Ne abbiamo parlato con Piero Innocenti dirigente generale della Polizia di Stato, esperto di narcotraffico messicano e autore di numerose pubblicazioni sull’argomento. “I cartelli messicani hanno soltanto un obiettivo: il profitto. Non si differenziano molto nell’organizzazione da quelli che furono i cartelli colombiani. Sono poderosi con importanti riserve finanziarie e gruppi di sicari che si occupano di regolare i conti con le persone scomode e con i concorrenti. Inoltre, hanno sviluppato negli ultimi anni una buona organizzazione amministrativa con figure preposte al riciclaggio del denaro e al suo investimento” dice Innocenti.
“Dobbiamo anche valutare un altro aspetto – continua l’ex questore di Piacenza e Bolzano – che è quello delle rivalità . Fino a pochi anni fa i cartelli della droga erano quattro o cinque. Oggi sono più che raddoppiati e possiamo contarne circa dodici. Forse tredici con l’ultimo nato chiamato Indipendente del Golfo. Scontato che ci siano lotte fra loro per impossessarsi di fette di mercato, rotte di esportazione, controllo di territori e di conseguenza alleanze con peruviani, colombiani e boliviani”.

Quindi è da considerare normale conseguenza il fatto che i gruppi criminali cerchino nuove location come basi per i loro affari, magari in altre nazioni?
“In Messico i cartelli hanno occupato gran parte del territorio. Se escludiamo il Districto Federal e la capitale Città  del Messico, il resto del Paese è in buona sostanza controllato da loro. Hanno comprato terreni, immobili e stanno investendo molto denaro. Gli investimenti poi, da un certo periodo stanno avvenendo anche fuori dai confini nazionali. E hanno sviluppato strette alleanze con i narcos guatemaltechi soppiantando di fatti gli storici cartelli colombiani. In più sono venuti fuori contatti anche con la ‘ndrangheta calabrese e nell’aprile 2009 in seguito ad una operazione conclusasi in Italia, anche con la camorra.

Possibile che la prevalenza delle organizzazioni criminali messicane passi anche dalla loro violenza? Sono all’ordine del giorno veri e propri massacri…
Sono di una primitività  che non ha paragoni rispetto al panorama delle mafie del narcotraffico mondiale. Io non ho mai visto nulla di simile. Mutilazioni, decapitazioni. Entrano in centri per il recupero di tossicodipendenti e compiono vere mattanze che non si vedevano nemmeno nel periodo più brutto della guerra dei cartelli colombiani, quando il noto trafficante Pablo Escobar faceva esplodere autobombe.

Violenza e buona organizzazione. Un mix perfetto per delinquere?
Sì, certo. Inoltre, non stanno più solo trafficando con le sostanze stupefacenti. Hanno diversificato molto le loro attività  e si occupano anche di estorsioni, sequestri, traffico di esseri umani, come abbiamo potuto scoprire negli ultimi tempi soprattutto nella zona meridionale del Paese, quella al confine con il Guatemala. Solo l’anno scorso si calcola siano stati sequestrati dieci-undici mila cittadini provenienti dal Salvador e dall’Honduras e che erano diretti verso gli Usa. Los Zetas era il braccio armato del cartello del Golfo. Da un anno e mezzo è diventato più o meno autonomo e con il traffico di droga e le altre attività  e diventato uno dei cartelli più potenti del panorama criminale mondiale.

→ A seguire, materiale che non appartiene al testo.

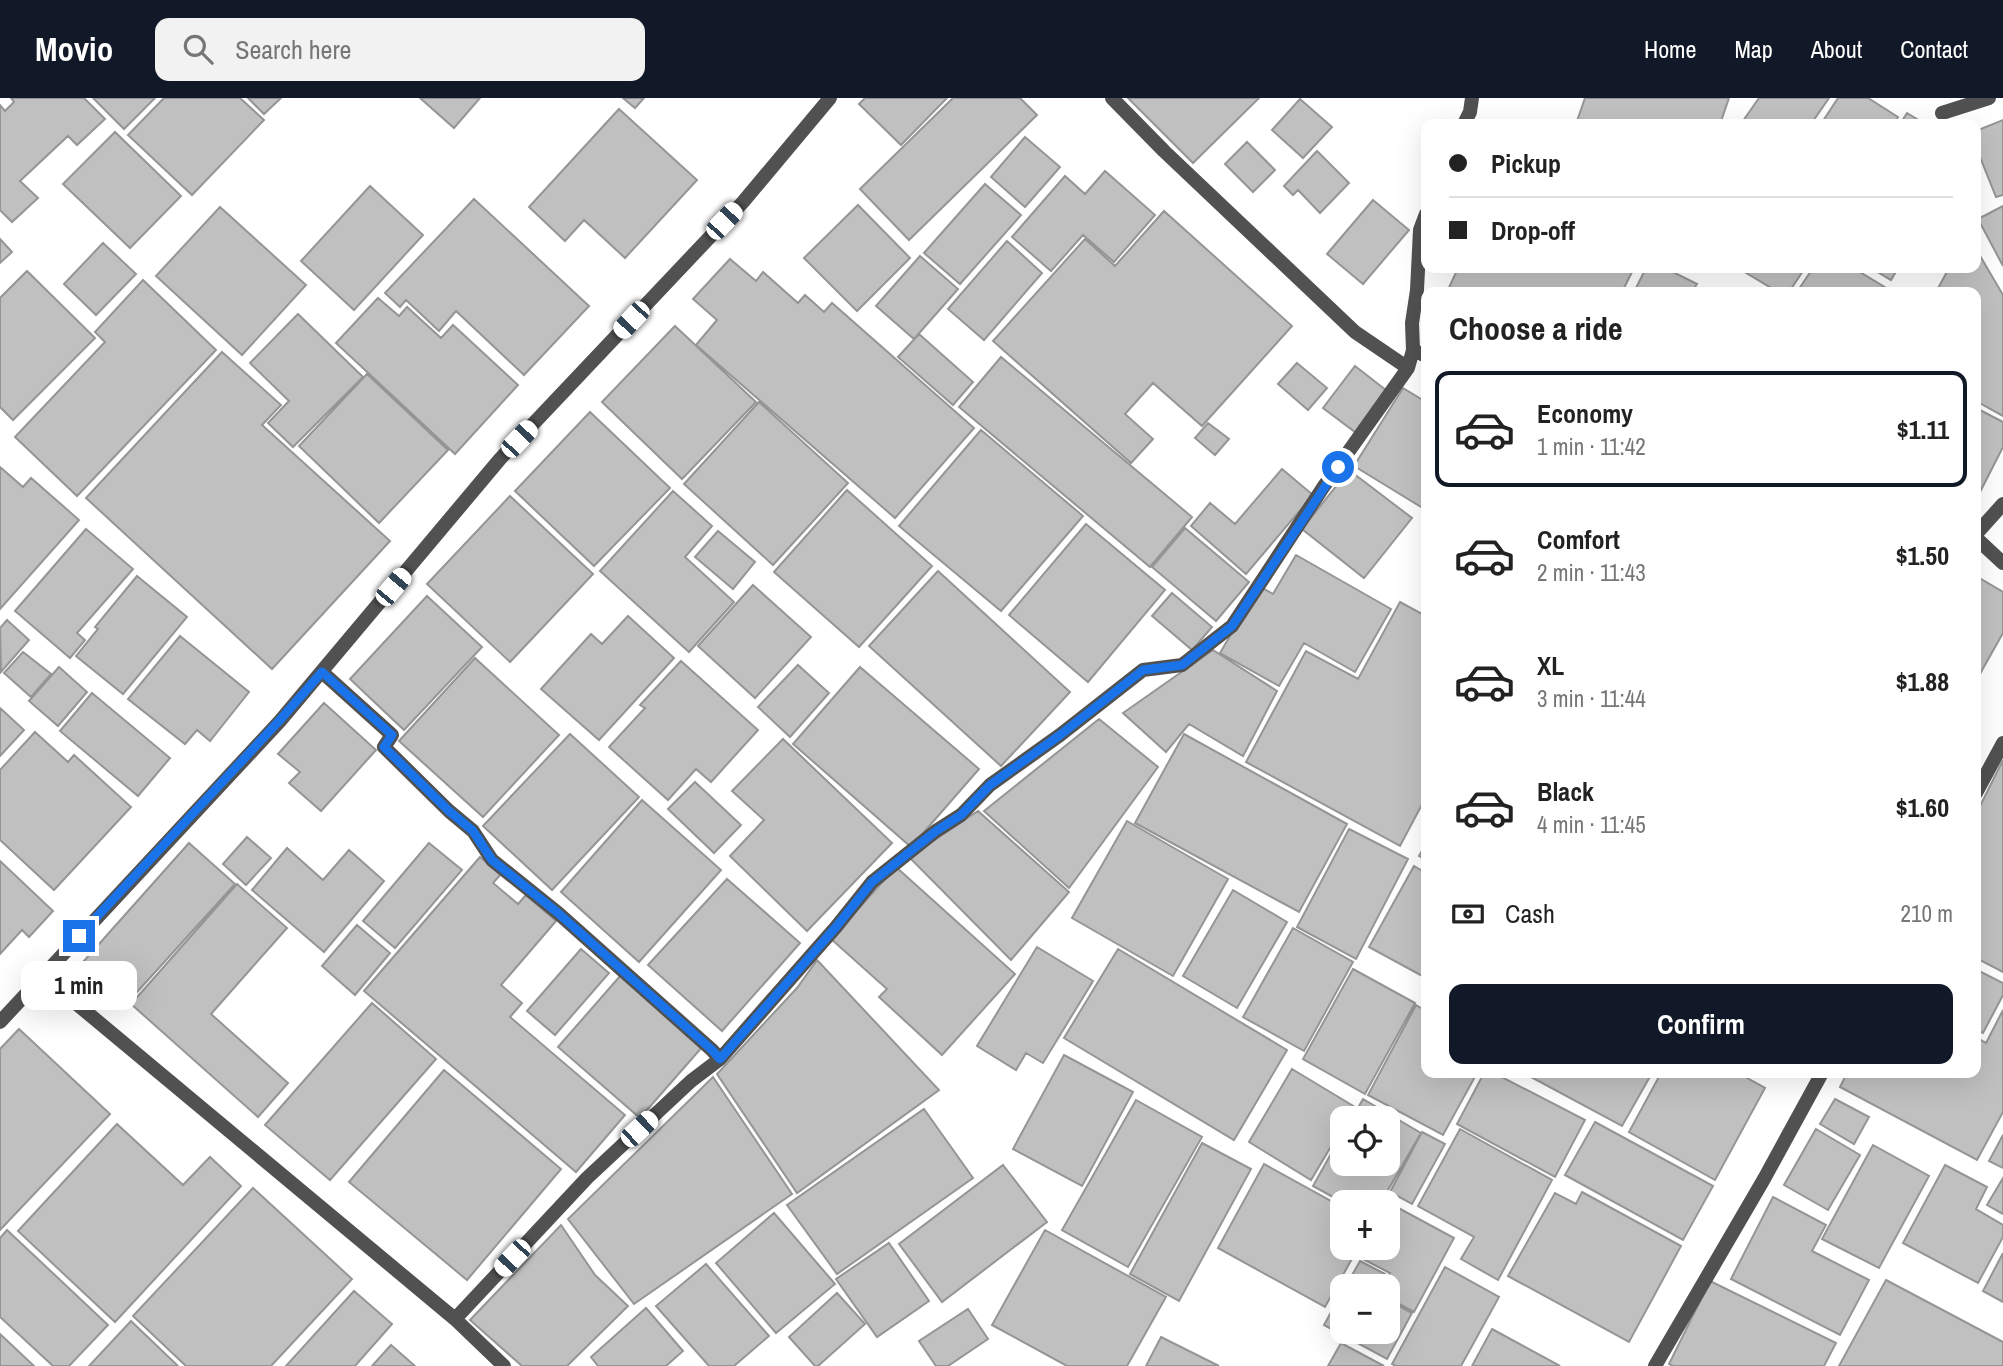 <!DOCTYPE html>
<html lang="en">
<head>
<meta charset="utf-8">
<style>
	:root { --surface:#fff; --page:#f2f2f2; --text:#222; --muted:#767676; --line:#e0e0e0; --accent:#111827 }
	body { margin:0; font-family:"Archivo Narrow",sans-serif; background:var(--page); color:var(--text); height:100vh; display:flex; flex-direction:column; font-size:26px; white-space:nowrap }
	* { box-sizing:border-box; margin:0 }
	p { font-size:23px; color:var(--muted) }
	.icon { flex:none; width:38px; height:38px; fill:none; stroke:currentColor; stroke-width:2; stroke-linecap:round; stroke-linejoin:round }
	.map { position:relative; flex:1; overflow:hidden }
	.side { position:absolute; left:1421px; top:189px; width:560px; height:791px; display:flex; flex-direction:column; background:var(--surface); border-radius:14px; box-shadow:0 7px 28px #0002 }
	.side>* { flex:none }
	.guide { position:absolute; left:1421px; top:21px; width:560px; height:154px; border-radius:14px; box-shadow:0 7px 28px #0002; display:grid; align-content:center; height:154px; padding:0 28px; background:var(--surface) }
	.buttons { position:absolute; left:1330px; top:1008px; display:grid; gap:14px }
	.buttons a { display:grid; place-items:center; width:70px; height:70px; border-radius:14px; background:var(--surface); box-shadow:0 7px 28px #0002; font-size:35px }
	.end { position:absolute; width:32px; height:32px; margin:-16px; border:9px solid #1a73e8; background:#fff; box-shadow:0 0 0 4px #fff }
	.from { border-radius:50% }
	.bubble { position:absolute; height:49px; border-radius:14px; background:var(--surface); box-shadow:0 7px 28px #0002; font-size:23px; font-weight:800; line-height:49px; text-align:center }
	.car { position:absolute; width:21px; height:42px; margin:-21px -10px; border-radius:9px; box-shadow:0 0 5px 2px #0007; background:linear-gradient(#fff 24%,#345 0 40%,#fff 0 76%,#345 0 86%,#fff 0) }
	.guide b { display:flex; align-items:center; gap:24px; height:66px; font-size:26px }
	.guide b+b { border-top:2px solid var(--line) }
	.guide i { width:18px; height:18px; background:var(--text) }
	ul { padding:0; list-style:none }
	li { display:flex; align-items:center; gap:21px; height:116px; margin:0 14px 10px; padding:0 14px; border:4px solid transparent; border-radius:14px }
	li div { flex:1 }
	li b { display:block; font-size:26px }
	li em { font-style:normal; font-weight:800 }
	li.selected { border-color:var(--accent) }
	li>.icon { width:63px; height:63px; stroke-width:1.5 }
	h2 { padding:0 28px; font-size:32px; line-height:84px }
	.pay { display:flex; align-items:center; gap:18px; height:77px; padding:0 28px; font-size:26px }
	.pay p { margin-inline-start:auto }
	.primary-button { display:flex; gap:14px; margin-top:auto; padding:14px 28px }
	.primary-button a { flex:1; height:80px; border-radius:14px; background:var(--accent); color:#fff; font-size:28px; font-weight:800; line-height:80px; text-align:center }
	header { display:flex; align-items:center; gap:42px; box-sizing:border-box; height:98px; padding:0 35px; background:var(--accent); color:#fff }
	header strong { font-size:33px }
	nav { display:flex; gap:38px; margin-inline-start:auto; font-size:24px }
	.search { width:490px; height:63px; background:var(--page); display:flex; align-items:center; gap:18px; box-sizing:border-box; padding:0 24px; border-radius:14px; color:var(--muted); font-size:26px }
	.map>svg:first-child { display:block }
	.building { fill:#c0c0c0; stroke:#959595; stroke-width:2 }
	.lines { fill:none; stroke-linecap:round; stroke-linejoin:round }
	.service { stroke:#515151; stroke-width:14 }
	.minor { stroke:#515151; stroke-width:14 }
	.route { stroke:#1a73e8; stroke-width:9 }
</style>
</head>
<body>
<header>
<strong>Movio</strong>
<div class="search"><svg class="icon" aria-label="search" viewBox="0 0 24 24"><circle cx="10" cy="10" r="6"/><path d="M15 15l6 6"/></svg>Search here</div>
<nav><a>Home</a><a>Map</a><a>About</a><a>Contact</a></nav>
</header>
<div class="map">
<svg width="2003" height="1268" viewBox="0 0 2003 1268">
	<rect width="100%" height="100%" fill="#fff"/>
	<!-- building -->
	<path class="building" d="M11 0H84L105 21 77 47 68 38 20 83 38 100 12 124 0 112V7L5 13 14 4Z
		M93 0H155L124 31Z
		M164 0H240L264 22 192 97 128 37Z
		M248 0H281L264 16Z
		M420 0H480L454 30Z
		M623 0H644L635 10Z
		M865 0H947L901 47 859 6Z
		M953 0H1020L1037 17 909 142 860 91Z
		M1128 0H1259L1193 65Z
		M1585 0H1729L1720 26H1576Z
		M1759 0H1829L1811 26H1748L1743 23Z
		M1838 0H1868L1898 19 1894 26H1821Z
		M1300 1 1332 29 1303 60 1272 32Z
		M619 11 697 82 625 160 584 122 565 143 529 109Z
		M1907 15 1925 26H1900Z
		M2003 22V97L1996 99 1976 49V33Z
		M115 34 181 98 130 150 63 86Z
		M1025 39 1060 69 1025 109 991 79Z
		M1247 44 1275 72 1253 94 1225 66Z
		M1317 53 1349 85 1320 115 1298 92 1293 97 1284 88Z
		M1105 73 1155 117 1114 164 1083 137 1051 173 1012 139 1065 78 1085 96Z
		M985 86 1021 117 960 186 924 155Z
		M370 88 423 137 354 212 301 163Z
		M474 101 589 208 524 277 456 213 439 233 406 202 400 209 385 195Z
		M1373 102 1409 132 1363 186 1327 156Z
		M858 107 910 160 857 213 804 160Z
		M2003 108V168L1978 121Z
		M220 109 306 187 242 257 156 178Z
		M1164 113 1292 228 1202 328 1153 285 1125 316 1153 341 1131 365 993 243 1085 141 1115 168Z
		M0 141 12 154 0 165Z
		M1007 143 1042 175 984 242 948 211Z
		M103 145 136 176 96 217 64 186Z
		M1976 151 2003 197V318L1976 303V194H1936L1949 170H1976Z
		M920 158 958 191 914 241 876 208Z
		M730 161 756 183 763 174 798 205 805 197 824 214 832 205 974 330 895 420 696 247 717 222 693 201Z
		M1458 170H1634L1622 194H1447Z
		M1646 170H1665L1697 186 1692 194H1634Z
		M1738 170H1805L1789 194H1778Z
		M1813 170H1853L1893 194H1797Z
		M1871 170H1898L1891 182Z
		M27 173 95 240 13 322 0 309V200Z
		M143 182 216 252 77 398 15 339 105 244 95 234Z
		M378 200 399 218 407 209 441 240 453 227 518 287 455 356 336 245Z
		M298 216 363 279 293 349 268 325 289 303 250 265Z
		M675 228 756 304 682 381 602 304Z
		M919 236 973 284 953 307 898 259Z
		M222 254 281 307 262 327 390 443 272 571 86 400Z
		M1001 259 1192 419 1150 469 959 309Z
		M1297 265 1327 290 1308 312 1278 286Z
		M1355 268 1387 293 1355 334 1323 310Z
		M367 276 448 352 379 425 299 348Z
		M1403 290 1426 304V412L1354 368Z
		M759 304 848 385 773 467 684 386Z
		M1976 310 2003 324V349L1979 396 1976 395Z
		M590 314 670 390 594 468 515 393Z
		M1208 325 1229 341 1215 357 1195 340Z
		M981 332 1083 418 1001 513 899 428Z
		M0 369 23 389 31 380 79 422 0 511Z
		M1282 371 1313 397 1246 476 1191 428 1210 405 1235 426Z
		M1349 372 1412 420 1364 480 1302 431Z
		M847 392 932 468 859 549 774 474Z
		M673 393 712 428 685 459 734 504 689 554 600 473Z
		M510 398 593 476 510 564 427 486Z
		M1086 426 1165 492 1088 584 1009 517Z
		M1185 430 1249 484 1216 523 1152 469Z
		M86 431 133 471 77 535 85 542 70 560 15 513Z
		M718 433 755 464 733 491 695 459Z
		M1296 457 1391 511 1355 574 1304 545 1279 588 1220 555 1259 488 1273 496Z
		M938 473 1070 594 1001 668 869 548Z
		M137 478 187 519 123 596 76 558 98 531 95 529Z
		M1976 478 2003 494V535L1976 583Z
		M753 487 811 539 755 600 698 548Z
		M1172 495 1212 529 1192 552 1152 518Z
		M427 498 482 549 404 632 350 581Z
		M1400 504 1426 518V699L1400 748 1246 664 1306 553 1358 581Z
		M628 518 674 560 599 642 541 591 591 536 602 546Z
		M7 522 29 542 1 574 0 530Z
		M180 538 249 594 210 643 197 632 185 646 128 601Z
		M1213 552 1277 593 1243 658 1189 626 1166 654 1123 615Z
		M23 554 51 576 31 599 4 575Z
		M475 560 559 637 483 719 399 643Z
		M681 563 758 632 711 684 696 671 668 702 609 649 645 610 640 607Z
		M798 567 829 595 790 639 758 609Z
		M59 569 87 594 58 628 29 603Z
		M860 569 979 671 911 749 793 646Z
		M92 595 170 660 138 698 60 633Z
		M324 605 376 652 321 713 289 685 300 674 278 656Z
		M0 610 24 632 0 658Z
		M1099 621 1158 669 1069 790 984 713Z
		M35 634 68 664 74 657 131 709 54 792 0 742V672Z
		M570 636 639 699 552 792 483 728Z
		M1184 636 1347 726 1299 814 1135 725Z
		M783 641 892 745 807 833 730 758 764 722 732 693Z
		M2003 662V874L1976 860V716Z
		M695 684 741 727 714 755 668 711Z
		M642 702 721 772 639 864 561 794Z
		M978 713 1069 794 1011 862 909 759Z
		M1127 723 1228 781 1173 878 1072 820Z
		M1349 731 1408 761 1356 861 1297 829Z
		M247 739 271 760 246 787 223 766Z
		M189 745 235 786 128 904 83 864Z
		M429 745 462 772 395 850 363 823Z
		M1426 746V762L1419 758Z
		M287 750 323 782 349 752 384 783 324 854 252 792Z
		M480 759 501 776 493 785 518 806 526 797 556 823 501 887 522 905 510 919 625 1017 576 1074 364 893Z
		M0 763 53 813 29 839 22 832 0 856Z
		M1414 768 1426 775V880L1369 849Z
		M896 769 1015 876 942 957 879 899 887 891 831 841Z
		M727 781 800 845 722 933 648 867Z
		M237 786 287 830 211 916 288 985 258 1019 131 906Z
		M1233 792 1287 824 1237 910 1183 878Z
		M357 827 390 855 355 897 322 868Z
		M1293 830 1353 864 1304 953 1243 919Z
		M1037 849 1093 883 1043 965 1026 955 1016 972 977 948Z
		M581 851 609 875 555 937 527 913Z
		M1118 851 1287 952 1234 1042 1064 940Z
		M817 862 939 992 797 1095 717 976 797 890Z
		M1353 871 1415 905 1365 996 1303 961Z
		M1979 873 2003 885V897L1983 935 1976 932V879Z
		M621 877 703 948 640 1020 558 949Z
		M372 905 436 961 330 1082 265 1027Z
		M1416 907 1426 913V975H1477L1443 1037 1368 997Z
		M2003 912V1014L1977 1062 1840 989 1847 975H1976V939L1986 945Z
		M19 931 110 1016 0 1132V951Z
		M1064 957 1133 994 1082 1088 1013 1051Z
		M1292 971 1355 1009 1348 1020H1342V1030L1311 1082 1249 1044Z
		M444 972 561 1071 467 1182 349 1084Z
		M1484 975H1494L1585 1022 1555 1079 1457 1026Z
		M1533 975H1652L1622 1028 1531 979Z
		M1661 975H1738L1765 990 1715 1082 1629 1034Z
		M713 979 792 1096 634 1206 568 1121Z
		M1363 1001 1421 1035 1381 1104H1342L1313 1088 1342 1036V1066H1388V1020H1352Z
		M1835 1001 1869 1019 1854 1046 1820 1026Z
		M1136 1002 1202 1039 1128 1169 1062 1132Z
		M924 1011 973 1080 837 1176 787 1107Z
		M1595 1024 1713 1088 1683 1142 1565 1077Z
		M117 1026 183 1087 210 1059 241 1088 115 1224 18 1133Z
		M1460 1031 1552 1082 1498 1182 1461 1161 1474 1139 1418 1108Z
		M1816 1031 1860 1057 1828 1112 1784 1087Z
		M1422 1034 1445 1046 1412 1106 1390 1094Z
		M2003 1037V1070L1989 1063Z
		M1202 1045 1251 1071 1179 1203 1130 1176Z
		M1873 1047 1929 1078 1879 1170 1822 1141Z
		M1264 1066 1342 1109V1150H1358L1325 1209 1218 1150Z
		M1003 1067 1047 1124 942 1204 899 1146Z
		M1945 1067 1987 1089 1976 1111 2003 1127V1139L1978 1185 1903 1145Z
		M2003 1080V1116L1987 1107Z
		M253 1090 352 1181 271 1268H186L133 1218Z
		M1582 1094 1681 1148 1629 1244 1508 1178 1555 1095 1576 1106Z
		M1773 1099 1826 1127 1812 1153 1869 1182 1840 1237 1731 1181Z
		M1391 1106 1454 1140 1414 1214 1388 1200V1188H1383L1390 1175 1361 1160 1367 1150H1388V1112Z
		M774 1115 835 1186 776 1235 716 1165Z
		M561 1127 595 1177 628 1208 567 1268H522L470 1222Z
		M7 1132 108 1227 69 1268H53L0 1219V1140Z
		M1045 1132 1166 1199 1127 1268H1067L992 1227Z
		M889 1145 929 1203 877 1239 836 1181Z
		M2003 1155V1204L1983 1193Z
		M1360 1163 1385 1176 1379 1188H1346Z
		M706 1166 769 1238 734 1268H709L656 1208Z
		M1445 1169 1499 1199 1461 1268H1396L1392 1266Z
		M1886 1182 2003 1244V1268H1839Z
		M1710 1183 1836 1245 1824 1268H1673L1669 1266Z
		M354 1193 392 1226 355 1268H286Z
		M1342 1194V1234H1388V1202L1412 1215 1387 1261 1324 1227Z
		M837 1195 865 1226 818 1268H815L789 1239Z
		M646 1210 683 1253 666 1268H598L591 1259Z
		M968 1211 988 1241 948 1268H936L919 1243Z
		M131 1223 178 1268H89Z
		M1492 1231 1560 1268H1472Z
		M0 1236 34 1268H0Z
		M1161 1239 1219 1268H1146Z
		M1341 1245 1384 1268H1328Z
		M391 1247 415 1268H372Z"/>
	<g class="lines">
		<!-- service -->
		<path class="service" d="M1464 26 1470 14 1472 0
			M1413 252 1412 225 1417 192 1420 132 1426 116"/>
		<!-- minor -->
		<path class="minor" d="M1112 0 1164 53 1355 234 1408 270 1413 252 1426 258
			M1942 15 1989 0
			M1976 436 2003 406
			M1976 440 2003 465
			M322 574 392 637 384 649 449 713 473 733 492 762 558 815 712 952 720 961
			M1976 695 2003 645
			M42 877 455 1221 504 1268
			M0 924 280 623 500 361 743 104 830 0
			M455 1221 587 1080 691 983 720 961 836 829 872 784 936 733 961 717 990 687 1060 637 1143 572 1182 567 1232 528 1324 388 1408 270
			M1655 1268 1764 1081 1822 975"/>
	</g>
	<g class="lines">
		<!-- route -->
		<path class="route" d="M79 838 280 622 322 574 392 637 384 649 449 713 473 733 492 762 558 815 712 952 720 961 836 829 872 784 936 733 961 717 990 687 1060 637 1143 572 1182 567 1232 528 1338 369"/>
	</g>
</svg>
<div class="buttons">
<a><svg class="icon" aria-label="locate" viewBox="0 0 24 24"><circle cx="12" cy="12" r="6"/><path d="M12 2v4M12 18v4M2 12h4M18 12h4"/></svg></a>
<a>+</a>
<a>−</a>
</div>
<i class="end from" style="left:1338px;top:369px"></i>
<i class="end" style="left:79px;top:838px"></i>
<div class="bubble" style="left:21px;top:863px;width:116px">1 min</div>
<i class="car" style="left:724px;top:123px;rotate:43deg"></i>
<i class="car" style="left:631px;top:222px;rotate:223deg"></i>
<i class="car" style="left:519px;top:341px;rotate:43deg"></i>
<i class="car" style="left:393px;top:489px;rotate:40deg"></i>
<i class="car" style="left:639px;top:1031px;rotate:47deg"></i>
<i class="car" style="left:512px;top:1160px;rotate:223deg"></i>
<div class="guide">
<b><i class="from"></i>Pickup</b>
<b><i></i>Drop-off</b>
</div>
<section class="side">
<h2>Choose a ride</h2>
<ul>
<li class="selected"><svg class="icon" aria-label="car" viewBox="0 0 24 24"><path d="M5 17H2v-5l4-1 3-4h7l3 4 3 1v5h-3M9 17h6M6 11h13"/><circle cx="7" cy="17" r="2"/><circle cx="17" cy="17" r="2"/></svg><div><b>Economy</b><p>1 min · 11:42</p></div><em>$1.11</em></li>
<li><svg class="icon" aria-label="car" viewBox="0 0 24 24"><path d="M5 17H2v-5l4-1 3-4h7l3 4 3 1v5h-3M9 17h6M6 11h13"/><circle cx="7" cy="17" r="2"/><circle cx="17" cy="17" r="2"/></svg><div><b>Comfort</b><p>2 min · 11:43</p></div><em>$1.50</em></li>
<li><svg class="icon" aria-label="car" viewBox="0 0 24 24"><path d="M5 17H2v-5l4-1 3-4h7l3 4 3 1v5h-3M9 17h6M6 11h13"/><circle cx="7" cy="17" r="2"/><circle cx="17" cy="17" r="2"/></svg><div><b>XL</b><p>3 min · 11:44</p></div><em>$1.88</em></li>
<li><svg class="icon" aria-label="car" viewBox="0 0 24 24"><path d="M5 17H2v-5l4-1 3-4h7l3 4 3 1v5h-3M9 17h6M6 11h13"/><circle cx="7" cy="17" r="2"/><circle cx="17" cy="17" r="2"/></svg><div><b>Black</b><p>4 min · 11:45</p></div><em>$1.60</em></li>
</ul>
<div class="pay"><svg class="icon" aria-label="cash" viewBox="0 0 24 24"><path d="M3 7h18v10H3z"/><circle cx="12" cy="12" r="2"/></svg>Cash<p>210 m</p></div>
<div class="primary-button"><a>Confirm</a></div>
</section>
</div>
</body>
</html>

Ma il primo aspetto da valutare in tutta questa situazione non è quello della corruzione dei pubblici ufficiali messicani?
“Le organizzazioni che si dedicano al narcotraffico hanno un potere corruttivo enorme. Se consultiamo i dati relativi alle varie polizie dello Stato federale messicano notiamo come solo nell’ultimo anno ci sono stati migliaia di poliziotti federali destituiti. Le storie di corruzione sono centinaia. Come quella del carcere di Veracruz dove la notte i detenuti uscivano e con le armi delle guardie penitenziarie e andavano a fare i regolamenti di conti. Il potere corruttivo dei cartelli è terrificante. Gli stipendi dei funzionari della pubblica sicurezza sono bassi e non è difficile anche con quattro soldi corromperne uno”.